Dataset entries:
========================
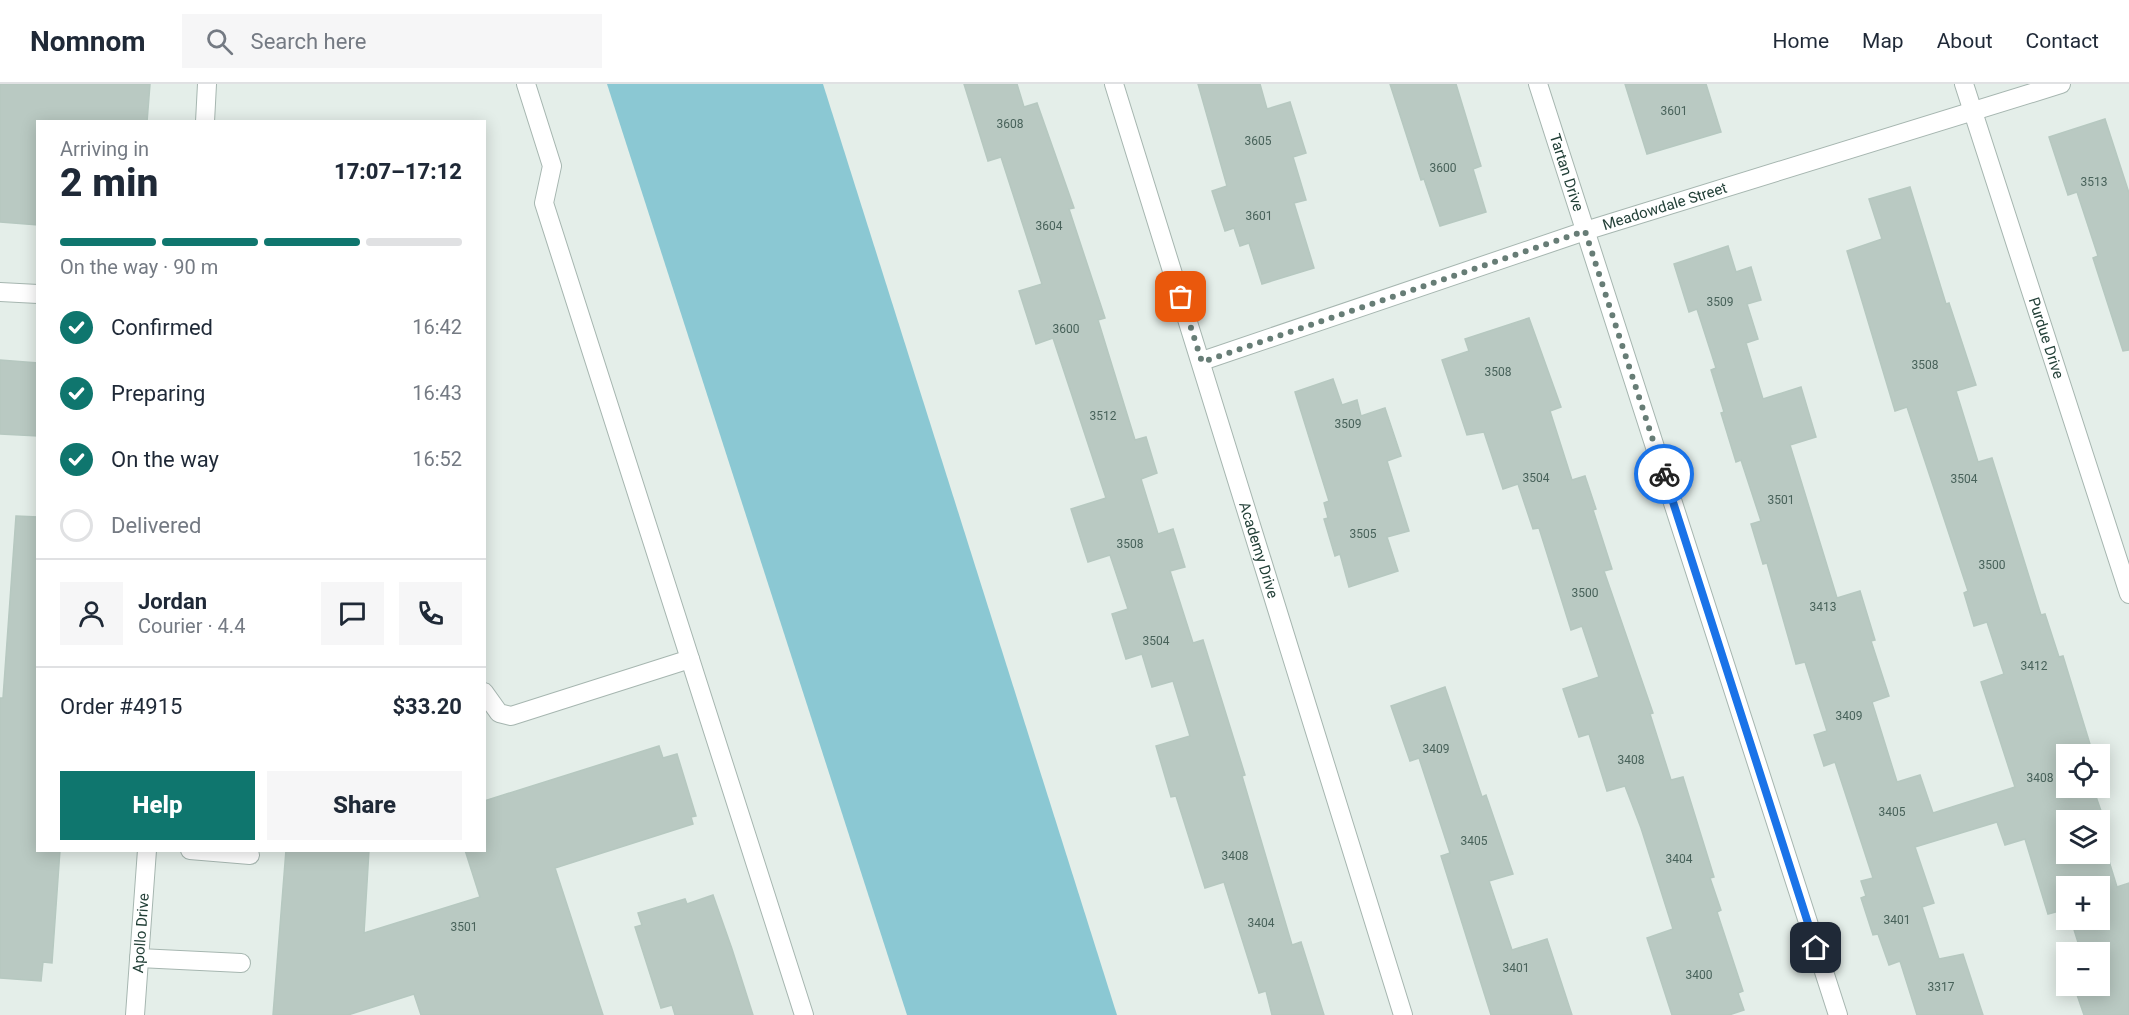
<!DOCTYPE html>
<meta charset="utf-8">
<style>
body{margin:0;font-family:Roboto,sans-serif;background:#f6f6f7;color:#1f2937;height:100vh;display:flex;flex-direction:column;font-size:22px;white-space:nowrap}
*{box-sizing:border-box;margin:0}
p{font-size:20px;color:#747a83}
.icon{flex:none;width:33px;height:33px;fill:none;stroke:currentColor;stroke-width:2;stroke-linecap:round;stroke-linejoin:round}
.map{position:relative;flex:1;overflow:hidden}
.sheet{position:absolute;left:36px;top:36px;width:450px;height:732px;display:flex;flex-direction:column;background:#fff;border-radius:0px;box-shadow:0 3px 15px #0003}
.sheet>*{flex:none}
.tools{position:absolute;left:2056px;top:660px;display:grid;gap:12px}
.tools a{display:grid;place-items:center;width:54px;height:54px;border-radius:0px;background:#fff;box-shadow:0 3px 15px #0003;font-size:30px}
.pin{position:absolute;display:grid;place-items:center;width:51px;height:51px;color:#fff;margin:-26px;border-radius:12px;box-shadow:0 3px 9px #0006}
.courier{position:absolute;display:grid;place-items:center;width:60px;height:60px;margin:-30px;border:4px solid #1a73e8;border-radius:50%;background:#fff;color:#222;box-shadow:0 2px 8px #0007}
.overview em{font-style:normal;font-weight:800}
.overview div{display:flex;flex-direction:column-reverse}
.overview{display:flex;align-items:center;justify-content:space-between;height:102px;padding:0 24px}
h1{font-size:39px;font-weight:800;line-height:45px}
.bar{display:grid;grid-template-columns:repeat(4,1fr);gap:9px 6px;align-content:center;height:72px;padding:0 24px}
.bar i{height:8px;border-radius:4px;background:#e0e1e3}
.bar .current{background:#0f766e}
.bar p{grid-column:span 4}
.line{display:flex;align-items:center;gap:15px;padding:0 24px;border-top:2px solid #e0e1e3}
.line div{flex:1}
.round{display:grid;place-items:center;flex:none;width:63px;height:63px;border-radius:0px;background:#f6f6f7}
ol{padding:0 24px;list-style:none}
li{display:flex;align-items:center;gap:18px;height:66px}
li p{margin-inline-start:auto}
li .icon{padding:6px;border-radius:50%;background:#0f766e;color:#fff;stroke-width:4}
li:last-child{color:#747a83}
li i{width:33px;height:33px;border:3px solid #e0e1e3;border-radius:50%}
.button{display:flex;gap:12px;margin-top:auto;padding:12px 24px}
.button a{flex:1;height:69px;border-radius:0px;background:#0f766e;color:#fff;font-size:24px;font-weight:800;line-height:69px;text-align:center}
.button a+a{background:#f6f6f7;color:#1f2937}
header{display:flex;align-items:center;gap:36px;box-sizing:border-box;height:84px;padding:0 30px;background:#fff;border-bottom:2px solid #e0e1e3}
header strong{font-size:28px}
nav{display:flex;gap:33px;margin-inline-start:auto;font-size:21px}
.search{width:420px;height:54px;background:#f6f6f7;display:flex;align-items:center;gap:15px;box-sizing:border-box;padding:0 21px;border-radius:0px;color:#747a83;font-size:22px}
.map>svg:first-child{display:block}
.water{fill:#8bc8d3}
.building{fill:#b9c9c2;stroke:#b6c8c0;stroke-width:1.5}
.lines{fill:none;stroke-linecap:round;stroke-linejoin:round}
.lane-casing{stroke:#a6b6b0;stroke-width:20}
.street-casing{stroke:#a6b6b0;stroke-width:20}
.lane{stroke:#fff;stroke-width:18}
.street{stroke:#fff;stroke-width:18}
.done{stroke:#677d76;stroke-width:6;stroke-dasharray:0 10.8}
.route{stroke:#1a73e8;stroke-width:8}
.labels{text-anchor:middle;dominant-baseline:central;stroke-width:5;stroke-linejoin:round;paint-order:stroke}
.number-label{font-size:12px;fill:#48625a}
.street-label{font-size:15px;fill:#234038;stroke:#f5faf7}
</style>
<header>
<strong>Nomnom</strong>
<div class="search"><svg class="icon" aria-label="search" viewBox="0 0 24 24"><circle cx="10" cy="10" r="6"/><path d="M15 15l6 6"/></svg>Search here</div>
<nav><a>Home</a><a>Map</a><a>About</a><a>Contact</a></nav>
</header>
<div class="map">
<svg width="2129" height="931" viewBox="0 0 2129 931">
<rect width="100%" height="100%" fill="#e4eee9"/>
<path class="water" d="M 607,0 L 823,0 L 1117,931 L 907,931 Z"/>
<g class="building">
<path d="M 0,0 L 150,0 L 147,38 L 38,38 L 38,141 L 0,138 Z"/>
<path d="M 964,0 L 1017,0 L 1024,23 L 1037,19 L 1074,124 L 1069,125 L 1105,234 L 1098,236 L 1135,356 L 1146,353 L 1157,389 L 1141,395 L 1158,450 L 1173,445 L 1185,483 L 1170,487 L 1193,559 L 1203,556 L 1245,691 L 1242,692 L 1292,861 L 1301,858 L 1324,931 L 1272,931 L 1266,907 L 1259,909 L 1224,798 L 1205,804 L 1176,712 L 1171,713 L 1156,662 L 1190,652 L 1173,597 L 1152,603 L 1142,570 L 1126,575 L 1112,530 L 1128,525 L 1110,471 L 1088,478 L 1071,425 L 1106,414 L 1053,254 L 1036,260 L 1019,207 L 1042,200 L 1001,73 L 988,77 Z"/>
<path d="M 1198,0 L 1260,0 L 1267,25 L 1290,18 L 1306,69 L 1293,73 L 1306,116 L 1294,119 L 1314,184 L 1262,200 L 1249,159 L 1240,162 L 1234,144 L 1225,147 L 1212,107 L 1227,102 Z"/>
<path d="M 1390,0 L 1456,0 L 1481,82 L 1473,85 L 1486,128 L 1440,142 L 1424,95 L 1421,96 Z"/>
<path d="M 1625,0 L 1706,0 L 1721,48 L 1647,70 Z"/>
<path d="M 2105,35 L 2129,109 L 2129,266 L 2123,267 L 2093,174 L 2098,172 L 2077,108 L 2068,111 L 2049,53 Z"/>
<path d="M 1910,103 L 1946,220 L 1949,219 L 1976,301 L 1956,307 L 1978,378 L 1992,374 L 2041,531 L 2045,530 L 2059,573 L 2063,572 L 2093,670 L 2067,670 L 2067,704 L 2093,704 L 2101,727 L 2094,729 L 2096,736 L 2067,736 L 2067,770 L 2100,770 L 2100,748 L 2117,803 L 2129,799 L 2129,931 L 2084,931 L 2074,902 L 2100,902 L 2100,868 L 2081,868 L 2071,836 L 2100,836 L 2100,802 L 2067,802 L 2067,825 L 2048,830 L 2025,755 L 2005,761 L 1997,738 L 1915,763 L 1934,819 L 1922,823 L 1939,875 L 1963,870 L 1983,931 L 1917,931 L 1900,877 L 1889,881 L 1878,850 L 1873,851 L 1861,814 L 1866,812 L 1861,797 L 1873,794 L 1835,678 L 1824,682 L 1814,651 L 1827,647 L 1805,578 L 1796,580 L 1767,479 L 1763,480 L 1751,440 L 1761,437 L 1741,376 L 1736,378 L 1721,329 L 1724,328 L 1711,286 L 1716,284 L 1697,225 L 1689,228 L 1674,180 L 1728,162 L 1736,188 L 1751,183 L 1761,216 L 1747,220 L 1758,255 L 1746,259 L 1763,315 L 1801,303 L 1816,353 L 1790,361 L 1837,514 L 1860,507 L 1875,556 L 1871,557 L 1889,612 L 1872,618 L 1897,698 L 1920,691 L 1933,729 L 2015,703 L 1981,598 L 2004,590 L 1987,538 L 1974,542 L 1964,509 L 1968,507 L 1907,323 L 1895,327 L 1847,167 L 1882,155 L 1869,115 Z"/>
<path d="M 1529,234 L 1561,323 L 1550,327 L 1572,396 L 1585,392 L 1596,425 L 1593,426 L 1612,485 L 1604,487 L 1653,629 L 1650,630 L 1671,696 L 1683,693 L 1714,793 L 1710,794 L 1721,826 L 1717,828 L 1743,907 L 1738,909 L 1744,926 L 1729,931 L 1672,931 L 1647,854 L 1673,845 L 1641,744 L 1625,702 L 1607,707 L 1589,650 L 1579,653 L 1563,605 L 1599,593 L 1582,542 L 1571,546 L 1539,444 L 1533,445 L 1518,400 L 1503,405 L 1484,348 L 1467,351 L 1442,276 L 1469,267 L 1465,255 Z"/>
<path d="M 0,276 L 38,279 L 38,352 L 0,350 Z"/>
<path d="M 1333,295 L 1342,321 L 1357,316 L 1361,332 L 1385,324 L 1401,372 L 1387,377 L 1409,447 L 1387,453 L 1398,487 L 1349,503 L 1340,470 L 1335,472 L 1324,435 L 1328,434 L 1324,419 L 1329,417 L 1295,308 Z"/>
<path d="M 16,432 L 38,433 L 38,766 L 60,766 L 52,879 L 43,878 L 41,897 L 0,894 L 0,614 L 3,614 Z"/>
<path d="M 1445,603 L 1482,713 L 1486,711 L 1513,790 L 1489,797 L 1512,866 L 1547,855 L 1572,931 L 1491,931 L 1441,772 L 1450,769 L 1419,674 L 1410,677 L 1391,622 Z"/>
<path d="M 659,662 L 663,674 L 677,670 L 696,732 L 691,733 L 693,740 L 555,784 L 603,931 L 421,931 L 414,910 L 348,931 L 273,931 L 286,766 L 369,766 L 364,849 L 480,813 L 465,766 L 484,766 L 484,717 Z"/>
<path d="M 713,811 L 732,865 L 753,931 L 675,931 L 672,921 L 661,924 L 635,843 L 642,841 L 638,829 L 685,815 L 687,820 Z"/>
</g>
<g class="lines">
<g class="lane-casing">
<g id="lane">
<path d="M 484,608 L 499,629 L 511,632 L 690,575"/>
<path d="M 190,766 L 250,771"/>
<path d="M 139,874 L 241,879"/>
</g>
</g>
<g class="street-casing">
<g id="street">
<path d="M 526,0 L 552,82 L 544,119 L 804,931"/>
<path id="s1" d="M 1114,0 L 1403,931"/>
<path id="s2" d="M 1538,0 L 1838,931"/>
<path id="s3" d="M 1964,0 L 2129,510"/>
<path d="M 205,38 L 207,0"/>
<path d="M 0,208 L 38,210"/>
<path id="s4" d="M 1202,277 L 1585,147 L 2061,0"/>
<path id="s5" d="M 135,931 L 147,766"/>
</g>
</g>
<use href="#lane" class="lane"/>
<use href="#street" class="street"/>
</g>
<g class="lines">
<path class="done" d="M 1181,213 L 1202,278 L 1585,147 L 1664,390"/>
<path class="route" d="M 1664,390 L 1816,864"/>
</g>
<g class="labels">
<g class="number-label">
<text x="1674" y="27">3601</text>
<text x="1010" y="40">3608</text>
<text x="1258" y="57">3605</text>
<text x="1443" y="84">3600</text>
<text x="2094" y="98">3513</text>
<text x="1259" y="132">3601</text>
<text x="1049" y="142">3604</text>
<text x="1720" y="218">3509</text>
<text x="1066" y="245">3600</text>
<text x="1925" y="281">3508</text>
<text x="1498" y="288">3508</text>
<text x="1103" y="332">3512</text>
<text x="1348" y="340">3509</text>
<text x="1536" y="394">3504</text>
<text x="1964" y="395">3504</text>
<text x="1781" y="416">3501</text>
<text x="1363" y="450">3505</text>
<text x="1130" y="460">3508</text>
<text x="1992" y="481">3500</text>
<text x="1585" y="509">3500</text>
<text x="1823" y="523">3413</text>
<text x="1156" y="557">3504</text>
<text x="2034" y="582">3412</text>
<text x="1849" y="632">3409</text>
<text x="1436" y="665">3409</text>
<text x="1631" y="676">3408</text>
<text x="2040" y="694">3408</text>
<text x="1892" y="728">3405</text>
<text x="1474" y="757">3405</text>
<text x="1235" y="772">3408</text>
<text x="1679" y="775">3404</text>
<text x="1897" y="836">3401</text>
<text x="1261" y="839">3404</text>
<text x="464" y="843">3501</text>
<text x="1516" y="884">3401</text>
<text x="1699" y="891">3400</text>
<text x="1941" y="903">3317</text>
</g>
<g class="street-label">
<text stroke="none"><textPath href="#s2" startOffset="93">Tartan Drive</textPath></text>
<text stroke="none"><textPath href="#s4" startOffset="488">Meadowdale Street</textPath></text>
<text stroke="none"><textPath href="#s3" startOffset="267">Purdue Drive</textPath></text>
<text stroke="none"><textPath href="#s1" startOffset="488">Academy Drive</textPath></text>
<text stroke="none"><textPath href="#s5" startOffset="82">Apollo Drive</textPath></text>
</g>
</g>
</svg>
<div class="tools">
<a><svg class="icon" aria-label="locate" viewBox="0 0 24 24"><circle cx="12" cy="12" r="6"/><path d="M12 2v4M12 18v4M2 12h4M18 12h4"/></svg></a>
<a><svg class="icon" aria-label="layers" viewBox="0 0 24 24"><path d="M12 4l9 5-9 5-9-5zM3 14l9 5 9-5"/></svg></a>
<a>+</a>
<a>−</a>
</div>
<div class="pin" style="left:1181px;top:213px;background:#ea580c"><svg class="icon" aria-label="bag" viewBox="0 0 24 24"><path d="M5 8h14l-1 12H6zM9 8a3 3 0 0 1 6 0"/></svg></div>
<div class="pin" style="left:1816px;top:864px;background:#1f2937"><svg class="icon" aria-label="home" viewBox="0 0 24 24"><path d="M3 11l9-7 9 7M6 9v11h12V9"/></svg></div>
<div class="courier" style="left:1664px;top:390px"><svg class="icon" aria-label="bike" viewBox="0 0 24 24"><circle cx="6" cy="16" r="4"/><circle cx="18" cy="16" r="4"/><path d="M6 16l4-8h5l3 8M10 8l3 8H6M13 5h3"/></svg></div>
<section class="sheet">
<div class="overview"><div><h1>2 min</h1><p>Arriving in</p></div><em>17:07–17:12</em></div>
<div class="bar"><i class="current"></i><i class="current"></i><i class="current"></i><i></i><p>On the way · 90 m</p></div>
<ol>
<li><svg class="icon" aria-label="check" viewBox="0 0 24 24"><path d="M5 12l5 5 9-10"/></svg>Confirmed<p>16:42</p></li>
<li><svg class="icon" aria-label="check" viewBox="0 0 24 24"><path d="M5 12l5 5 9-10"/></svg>Preparing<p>16:43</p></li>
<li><svg class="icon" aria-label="check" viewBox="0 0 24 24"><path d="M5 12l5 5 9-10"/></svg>On the way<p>16:52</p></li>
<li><i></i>Delivered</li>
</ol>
<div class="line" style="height:108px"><a class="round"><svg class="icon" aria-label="person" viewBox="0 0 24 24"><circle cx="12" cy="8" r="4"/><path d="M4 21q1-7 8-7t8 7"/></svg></a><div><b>Jordan</b><p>Courier · 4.4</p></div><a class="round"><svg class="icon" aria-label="chat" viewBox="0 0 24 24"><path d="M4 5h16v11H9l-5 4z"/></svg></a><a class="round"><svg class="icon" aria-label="phone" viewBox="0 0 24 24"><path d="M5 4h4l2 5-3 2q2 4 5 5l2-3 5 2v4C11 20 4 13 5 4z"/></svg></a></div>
<div class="line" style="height:78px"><div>Order #4915</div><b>$33.20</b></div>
<div class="button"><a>Help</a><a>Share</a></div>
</section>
</div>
========================
Your task: Only a number is wanted: how many lines of the data above contain "overview"?

Your solution: 4